En l’an 2000, avec Anne, nous partagions déjà un voyage dans l’Arctique canadien.
​Elle découvrait les Inuit, et commençait son travail sur les mains avec celles d’Iola Ikkidluak, sculpteur de Cap Dorset sur l’île de Baffin. Cette rencontre fut fondatrice d’une recherche qui a déjà mené la photographe au Sénégal, en Inde, en Tanzanie, en Thaïlande mais aussi à la rencontre des artisans du luxe, des verriers de Baccarat, etc…
​Quand Anne m’a demandé où il fallait aller pour rencontrer à nouveau des Inuit et continuer sa quête, la région d’Ammassalik était pour moi une évidence.
​Situé sur la côte Sud Est du Groenland à seulement une heure et demie de l’Islande, le district d’Ammassalik a une histoire singulière.
​Quand Gustav Holm aborde cette région en 1884, il rencontre une population humaine de 413 personnes isolée depuis plus de 8 siècles. Il semble bien que les courants marins et les vents n’aient pas entraîné vers cette zone les navigateurs Viking qui se sont installés à quelques centaines de kilomètres plus au sud vers l’an mille, ni même les baleiniers européens quatre siècles plus tard. Ces hommes et ces femmes sont si isolés des autres Groenlandais que leur langage est aussi différent que peuvent l’être le français et l’allemand.
Après leur découverte, le gouvernement danois mit « sous cloche » cette région pendant plusieurs décennies, ce qui permît certainement une évolution de la population plus progressive qu’ailleurs et une augmentation du nombre de personnes.
Mais la protection avait d’autres travers : christianisation rapide et depuis bien ancrée, obligation de prendre un nom chrétien, déplacement forcé de plusieurs familles vers le nord pour constituer une nouvelle communauté à Ittoqotormit, abandon des habitats traditionnels, sédentarisation et plus récemment regroupement à Tassilaq et dans quelques petits villages.
Surprise pour la photographe, l’Inuk n’est pas particulièrement loquace vis-à-vis des étrangers. L’Inuk est silence – en Bretagne on dirait taiseux – pas de question, pas de réponse.
Minuscule élément d’un paysage gigantesque, l’Inuk est unique, mais il est aussi sa famille et ses ancêtres à la fois, une partie du grand tout. Il ne peut répondre aux questions qui ne le concernent pas immédiatement, sinon il faudrait qu’il s’exprime au nom de tous les autres.

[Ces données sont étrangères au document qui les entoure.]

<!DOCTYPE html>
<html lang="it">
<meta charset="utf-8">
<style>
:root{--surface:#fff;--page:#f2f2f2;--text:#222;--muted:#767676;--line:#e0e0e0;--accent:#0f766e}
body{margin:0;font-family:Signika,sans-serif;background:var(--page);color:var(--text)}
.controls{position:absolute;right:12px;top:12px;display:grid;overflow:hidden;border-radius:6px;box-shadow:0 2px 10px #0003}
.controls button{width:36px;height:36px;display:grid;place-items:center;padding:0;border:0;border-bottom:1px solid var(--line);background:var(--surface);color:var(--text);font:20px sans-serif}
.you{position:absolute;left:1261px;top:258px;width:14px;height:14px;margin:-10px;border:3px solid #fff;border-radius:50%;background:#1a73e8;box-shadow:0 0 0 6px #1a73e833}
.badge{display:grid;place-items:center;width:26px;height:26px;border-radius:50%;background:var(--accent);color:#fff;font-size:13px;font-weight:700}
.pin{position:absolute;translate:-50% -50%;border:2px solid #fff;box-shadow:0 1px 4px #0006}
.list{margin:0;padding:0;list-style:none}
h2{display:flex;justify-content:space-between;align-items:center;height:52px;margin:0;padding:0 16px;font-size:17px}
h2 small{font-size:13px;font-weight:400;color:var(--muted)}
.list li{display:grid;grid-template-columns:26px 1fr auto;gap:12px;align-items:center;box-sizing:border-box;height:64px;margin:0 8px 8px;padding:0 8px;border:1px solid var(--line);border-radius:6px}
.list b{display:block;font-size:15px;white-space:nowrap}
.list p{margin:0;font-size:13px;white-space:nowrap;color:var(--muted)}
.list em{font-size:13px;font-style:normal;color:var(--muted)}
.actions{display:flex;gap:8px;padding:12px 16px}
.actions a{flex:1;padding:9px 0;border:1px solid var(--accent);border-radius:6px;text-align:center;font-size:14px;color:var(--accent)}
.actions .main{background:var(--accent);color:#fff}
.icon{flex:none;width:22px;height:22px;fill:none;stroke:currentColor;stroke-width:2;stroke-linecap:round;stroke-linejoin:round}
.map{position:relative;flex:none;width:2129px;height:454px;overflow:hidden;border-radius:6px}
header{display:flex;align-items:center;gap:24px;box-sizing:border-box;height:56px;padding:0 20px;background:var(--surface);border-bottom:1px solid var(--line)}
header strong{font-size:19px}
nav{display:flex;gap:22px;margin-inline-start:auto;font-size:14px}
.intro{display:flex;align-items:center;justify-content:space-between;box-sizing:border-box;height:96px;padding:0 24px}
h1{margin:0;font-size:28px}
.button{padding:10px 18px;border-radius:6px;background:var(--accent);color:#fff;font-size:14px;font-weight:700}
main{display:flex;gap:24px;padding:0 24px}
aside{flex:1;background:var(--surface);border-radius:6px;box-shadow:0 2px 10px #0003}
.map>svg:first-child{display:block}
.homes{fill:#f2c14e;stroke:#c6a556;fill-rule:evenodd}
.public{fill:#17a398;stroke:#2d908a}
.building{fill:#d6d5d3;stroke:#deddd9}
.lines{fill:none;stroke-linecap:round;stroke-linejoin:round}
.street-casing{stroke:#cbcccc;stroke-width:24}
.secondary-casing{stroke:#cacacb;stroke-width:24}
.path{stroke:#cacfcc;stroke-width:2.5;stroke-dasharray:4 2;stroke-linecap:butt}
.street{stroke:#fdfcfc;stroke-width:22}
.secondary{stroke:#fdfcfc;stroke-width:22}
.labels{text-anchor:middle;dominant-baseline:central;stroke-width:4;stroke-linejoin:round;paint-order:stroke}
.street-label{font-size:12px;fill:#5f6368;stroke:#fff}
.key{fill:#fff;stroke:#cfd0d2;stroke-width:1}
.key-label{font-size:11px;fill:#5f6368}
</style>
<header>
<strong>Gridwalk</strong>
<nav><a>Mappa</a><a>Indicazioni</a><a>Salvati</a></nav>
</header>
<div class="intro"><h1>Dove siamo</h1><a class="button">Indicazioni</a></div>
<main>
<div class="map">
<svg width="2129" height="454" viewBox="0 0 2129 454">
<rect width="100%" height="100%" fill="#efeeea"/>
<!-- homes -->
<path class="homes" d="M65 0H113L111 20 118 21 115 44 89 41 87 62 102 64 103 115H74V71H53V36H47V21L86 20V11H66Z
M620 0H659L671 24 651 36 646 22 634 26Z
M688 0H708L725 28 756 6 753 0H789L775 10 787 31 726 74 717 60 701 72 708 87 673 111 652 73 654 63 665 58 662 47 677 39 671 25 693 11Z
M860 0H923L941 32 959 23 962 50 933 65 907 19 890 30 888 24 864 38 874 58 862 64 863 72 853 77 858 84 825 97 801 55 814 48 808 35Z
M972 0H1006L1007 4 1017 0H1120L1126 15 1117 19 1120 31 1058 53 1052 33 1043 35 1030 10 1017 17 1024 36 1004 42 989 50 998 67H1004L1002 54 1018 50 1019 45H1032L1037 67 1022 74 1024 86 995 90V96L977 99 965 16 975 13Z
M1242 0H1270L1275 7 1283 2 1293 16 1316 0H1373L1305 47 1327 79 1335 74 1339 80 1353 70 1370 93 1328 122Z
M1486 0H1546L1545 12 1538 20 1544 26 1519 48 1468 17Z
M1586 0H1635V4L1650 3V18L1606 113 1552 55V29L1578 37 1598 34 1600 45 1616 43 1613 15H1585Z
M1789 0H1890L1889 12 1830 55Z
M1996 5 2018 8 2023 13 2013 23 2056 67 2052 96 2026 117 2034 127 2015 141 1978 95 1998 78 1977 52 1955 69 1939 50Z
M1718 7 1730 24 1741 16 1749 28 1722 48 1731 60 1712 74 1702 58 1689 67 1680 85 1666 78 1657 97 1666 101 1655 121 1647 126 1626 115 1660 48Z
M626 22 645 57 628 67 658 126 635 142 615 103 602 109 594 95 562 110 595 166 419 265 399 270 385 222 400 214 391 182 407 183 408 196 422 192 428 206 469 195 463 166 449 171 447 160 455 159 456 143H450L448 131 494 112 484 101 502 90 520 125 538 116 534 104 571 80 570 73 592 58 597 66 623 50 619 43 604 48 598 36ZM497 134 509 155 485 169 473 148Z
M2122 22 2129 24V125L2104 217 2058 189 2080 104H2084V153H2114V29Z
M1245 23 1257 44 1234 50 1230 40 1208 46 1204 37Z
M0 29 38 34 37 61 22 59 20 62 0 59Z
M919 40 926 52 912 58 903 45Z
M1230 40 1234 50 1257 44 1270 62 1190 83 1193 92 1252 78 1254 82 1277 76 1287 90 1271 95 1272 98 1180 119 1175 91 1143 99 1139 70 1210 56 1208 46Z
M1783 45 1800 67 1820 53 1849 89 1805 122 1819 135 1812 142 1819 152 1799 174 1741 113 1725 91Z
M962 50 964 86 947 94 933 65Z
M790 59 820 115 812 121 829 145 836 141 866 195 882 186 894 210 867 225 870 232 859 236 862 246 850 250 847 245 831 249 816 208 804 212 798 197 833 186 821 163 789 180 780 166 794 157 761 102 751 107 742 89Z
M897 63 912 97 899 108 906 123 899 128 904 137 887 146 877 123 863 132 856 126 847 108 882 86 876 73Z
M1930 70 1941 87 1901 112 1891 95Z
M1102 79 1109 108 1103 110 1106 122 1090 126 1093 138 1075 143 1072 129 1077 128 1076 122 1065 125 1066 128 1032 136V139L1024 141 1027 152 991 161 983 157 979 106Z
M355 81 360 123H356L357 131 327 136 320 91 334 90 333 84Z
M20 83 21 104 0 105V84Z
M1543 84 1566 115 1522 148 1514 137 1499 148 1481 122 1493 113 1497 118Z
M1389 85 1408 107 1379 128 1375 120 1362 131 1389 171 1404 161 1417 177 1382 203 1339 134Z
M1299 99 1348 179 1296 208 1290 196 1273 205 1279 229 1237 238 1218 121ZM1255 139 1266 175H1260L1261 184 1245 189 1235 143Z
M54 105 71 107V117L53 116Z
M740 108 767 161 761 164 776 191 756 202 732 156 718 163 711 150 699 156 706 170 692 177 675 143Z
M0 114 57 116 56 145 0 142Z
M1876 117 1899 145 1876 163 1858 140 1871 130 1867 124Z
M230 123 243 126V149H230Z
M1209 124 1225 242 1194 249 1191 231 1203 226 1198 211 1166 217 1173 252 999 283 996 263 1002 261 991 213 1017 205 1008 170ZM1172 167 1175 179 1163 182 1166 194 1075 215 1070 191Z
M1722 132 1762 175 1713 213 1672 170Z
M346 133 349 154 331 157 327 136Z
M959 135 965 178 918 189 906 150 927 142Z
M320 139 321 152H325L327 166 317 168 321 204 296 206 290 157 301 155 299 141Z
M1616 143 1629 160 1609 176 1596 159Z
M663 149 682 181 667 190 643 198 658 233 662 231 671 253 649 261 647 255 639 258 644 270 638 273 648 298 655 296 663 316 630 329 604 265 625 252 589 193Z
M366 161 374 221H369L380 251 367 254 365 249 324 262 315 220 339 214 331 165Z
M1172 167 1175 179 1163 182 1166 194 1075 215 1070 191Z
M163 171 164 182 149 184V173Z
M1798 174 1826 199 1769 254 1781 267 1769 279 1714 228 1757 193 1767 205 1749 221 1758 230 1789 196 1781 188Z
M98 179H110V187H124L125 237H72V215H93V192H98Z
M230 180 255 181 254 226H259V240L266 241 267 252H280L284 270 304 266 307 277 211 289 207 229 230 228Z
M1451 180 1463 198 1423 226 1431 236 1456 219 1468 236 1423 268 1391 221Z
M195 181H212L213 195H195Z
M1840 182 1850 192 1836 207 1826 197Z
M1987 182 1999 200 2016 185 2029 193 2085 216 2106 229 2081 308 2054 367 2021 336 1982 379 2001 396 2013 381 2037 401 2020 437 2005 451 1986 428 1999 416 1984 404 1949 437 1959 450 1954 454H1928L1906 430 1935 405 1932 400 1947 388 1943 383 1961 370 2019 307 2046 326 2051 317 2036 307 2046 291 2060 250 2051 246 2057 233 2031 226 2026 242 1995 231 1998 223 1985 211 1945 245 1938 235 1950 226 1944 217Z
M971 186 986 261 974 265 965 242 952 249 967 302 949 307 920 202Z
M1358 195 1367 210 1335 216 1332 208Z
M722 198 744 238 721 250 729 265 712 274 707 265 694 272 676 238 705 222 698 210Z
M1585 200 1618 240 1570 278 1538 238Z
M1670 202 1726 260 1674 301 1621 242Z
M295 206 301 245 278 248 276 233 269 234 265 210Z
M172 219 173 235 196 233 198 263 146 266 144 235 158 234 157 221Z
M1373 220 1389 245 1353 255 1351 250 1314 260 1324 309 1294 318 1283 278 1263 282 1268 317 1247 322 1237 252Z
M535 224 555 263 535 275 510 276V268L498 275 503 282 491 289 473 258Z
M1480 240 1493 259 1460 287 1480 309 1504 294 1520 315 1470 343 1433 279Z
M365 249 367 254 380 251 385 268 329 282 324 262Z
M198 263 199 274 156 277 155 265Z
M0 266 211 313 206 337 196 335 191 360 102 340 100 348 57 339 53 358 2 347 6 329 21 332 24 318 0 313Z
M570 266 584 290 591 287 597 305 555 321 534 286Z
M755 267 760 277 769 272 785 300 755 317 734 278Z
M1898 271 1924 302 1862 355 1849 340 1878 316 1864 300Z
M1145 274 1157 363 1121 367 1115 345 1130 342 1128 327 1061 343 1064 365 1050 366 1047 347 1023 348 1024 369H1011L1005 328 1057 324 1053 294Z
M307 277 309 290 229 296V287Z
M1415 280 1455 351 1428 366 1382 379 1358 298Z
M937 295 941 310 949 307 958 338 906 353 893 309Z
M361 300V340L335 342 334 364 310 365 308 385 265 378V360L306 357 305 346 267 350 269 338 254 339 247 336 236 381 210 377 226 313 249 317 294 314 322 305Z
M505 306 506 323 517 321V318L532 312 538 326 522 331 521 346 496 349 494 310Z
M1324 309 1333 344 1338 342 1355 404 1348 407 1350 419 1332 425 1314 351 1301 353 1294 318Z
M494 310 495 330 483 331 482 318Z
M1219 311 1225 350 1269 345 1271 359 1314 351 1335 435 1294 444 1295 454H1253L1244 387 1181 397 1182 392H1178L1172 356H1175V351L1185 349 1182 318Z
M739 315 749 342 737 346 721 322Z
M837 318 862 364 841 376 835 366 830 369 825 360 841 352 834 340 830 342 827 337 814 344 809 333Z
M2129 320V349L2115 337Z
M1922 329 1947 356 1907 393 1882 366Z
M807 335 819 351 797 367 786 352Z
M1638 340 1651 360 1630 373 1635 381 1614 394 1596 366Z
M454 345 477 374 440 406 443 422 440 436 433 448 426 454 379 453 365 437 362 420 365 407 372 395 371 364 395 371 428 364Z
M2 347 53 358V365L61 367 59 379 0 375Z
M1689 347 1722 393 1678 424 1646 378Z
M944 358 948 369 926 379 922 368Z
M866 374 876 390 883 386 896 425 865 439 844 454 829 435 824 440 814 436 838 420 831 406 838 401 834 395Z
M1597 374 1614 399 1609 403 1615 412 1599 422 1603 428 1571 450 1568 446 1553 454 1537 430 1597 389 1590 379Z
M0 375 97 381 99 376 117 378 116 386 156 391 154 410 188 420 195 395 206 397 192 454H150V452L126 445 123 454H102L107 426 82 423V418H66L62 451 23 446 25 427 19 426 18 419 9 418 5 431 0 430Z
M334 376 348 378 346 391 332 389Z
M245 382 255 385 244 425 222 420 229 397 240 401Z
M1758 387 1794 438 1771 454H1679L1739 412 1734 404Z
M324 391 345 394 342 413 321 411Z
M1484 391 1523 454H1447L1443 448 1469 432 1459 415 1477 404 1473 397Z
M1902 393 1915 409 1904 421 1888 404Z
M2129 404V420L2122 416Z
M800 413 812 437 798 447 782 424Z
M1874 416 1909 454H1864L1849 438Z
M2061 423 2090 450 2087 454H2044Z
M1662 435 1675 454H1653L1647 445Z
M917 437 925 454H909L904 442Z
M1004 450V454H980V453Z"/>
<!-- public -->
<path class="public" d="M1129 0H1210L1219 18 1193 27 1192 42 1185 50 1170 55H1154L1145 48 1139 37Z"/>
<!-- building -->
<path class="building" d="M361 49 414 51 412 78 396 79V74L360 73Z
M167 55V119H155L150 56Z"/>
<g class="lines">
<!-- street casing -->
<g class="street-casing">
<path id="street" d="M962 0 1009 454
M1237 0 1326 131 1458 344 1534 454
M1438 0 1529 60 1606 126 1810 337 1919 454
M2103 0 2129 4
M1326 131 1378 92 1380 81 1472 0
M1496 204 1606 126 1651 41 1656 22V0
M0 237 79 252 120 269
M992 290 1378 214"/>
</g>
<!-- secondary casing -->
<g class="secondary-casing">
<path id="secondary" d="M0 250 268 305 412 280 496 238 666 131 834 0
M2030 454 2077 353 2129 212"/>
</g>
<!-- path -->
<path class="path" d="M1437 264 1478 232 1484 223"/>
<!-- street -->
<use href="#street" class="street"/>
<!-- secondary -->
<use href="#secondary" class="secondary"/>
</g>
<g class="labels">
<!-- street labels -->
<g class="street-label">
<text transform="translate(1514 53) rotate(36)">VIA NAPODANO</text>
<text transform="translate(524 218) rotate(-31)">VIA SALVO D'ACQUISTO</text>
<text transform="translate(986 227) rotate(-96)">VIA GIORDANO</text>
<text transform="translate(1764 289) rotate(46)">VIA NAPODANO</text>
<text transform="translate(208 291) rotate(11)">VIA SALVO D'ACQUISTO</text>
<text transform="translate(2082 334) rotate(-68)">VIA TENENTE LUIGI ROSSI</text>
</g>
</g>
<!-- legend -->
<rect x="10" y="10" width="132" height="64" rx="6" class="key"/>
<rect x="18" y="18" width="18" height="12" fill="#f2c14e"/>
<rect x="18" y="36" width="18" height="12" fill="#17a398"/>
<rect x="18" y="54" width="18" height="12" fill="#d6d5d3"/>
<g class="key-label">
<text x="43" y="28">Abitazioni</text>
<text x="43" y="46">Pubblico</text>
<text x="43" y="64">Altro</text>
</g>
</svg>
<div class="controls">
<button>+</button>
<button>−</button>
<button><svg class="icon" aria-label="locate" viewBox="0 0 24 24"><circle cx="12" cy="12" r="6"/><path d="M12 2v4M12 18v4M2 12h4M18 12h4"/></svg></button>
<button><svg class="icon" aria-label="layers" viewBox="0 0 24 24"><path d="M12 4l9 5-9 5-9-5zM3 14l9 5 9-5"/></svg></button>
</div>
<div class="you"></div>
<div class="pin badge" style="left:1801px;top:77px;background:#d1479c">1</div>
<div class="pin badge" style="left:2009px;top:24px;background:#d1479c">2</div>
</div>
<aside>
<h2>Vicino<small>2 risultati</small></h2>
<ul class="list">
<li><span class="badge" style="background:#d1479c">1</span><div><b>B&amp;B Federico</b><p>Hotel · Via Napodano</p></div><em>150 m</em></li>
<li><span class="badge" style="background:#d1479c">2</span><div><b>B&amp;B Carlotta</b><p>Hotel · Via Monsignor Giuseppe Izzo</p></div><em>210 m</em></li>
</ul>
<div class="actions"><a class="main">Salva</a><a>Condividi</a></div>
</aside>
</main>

Alors il se tait et observe. De nombreux missionnaires, anthropologues, ethnologues, aventuriers, écrivains et journalistes ont tenté de le faire parler, ils n’ont eu que des échantillons, des bribes, un aperçu, voire des approximations. Faute de réponses, ils ont raconté, ils ont déduit, théorisé… Parfois, ils ont touché du doigt une partie de cette conscience inuit si éloignée de nos mentalités occidentales, mais si indispensable à la vie dans l’Arctique.
Alors, faute de mots, Anne a fait parler les mains, les regards, les sourires, les gestes et les silences. Dans chaque village visité, elle a rencontré des personnages marqués par les années et les rigueurs du climat, la peau de leurs visages et de leurs mains crevassée comme les glaciers qui les entourent. Ces mains à tout faire portent les traces millénaires d’une vie rude et de travaux incessants : chasser, découper, travailler la peau, coudre les vêtements de fête ou les harnais pour les chiens, les mains de Inuit sont sans cesse sollicitées.
Les Inuit ne craignent plus les famines, mais vivent toujours au jour le jour, en relation proche avec les éléments, les saisons, les animaux et la glace.
L’Inuk vit « maintenant », dans l’instant, dans le présent ! Pour citer Michel Serres : Maintenant, c’est « tenant en main ». Alors, après cinq siècles de collisions avec les Occidentaux, le Groenlandais et l’habitant du Nunavut voudraient enfin tenir son avenir entre ses mains. Les images de Anne sont là pour en témoigner.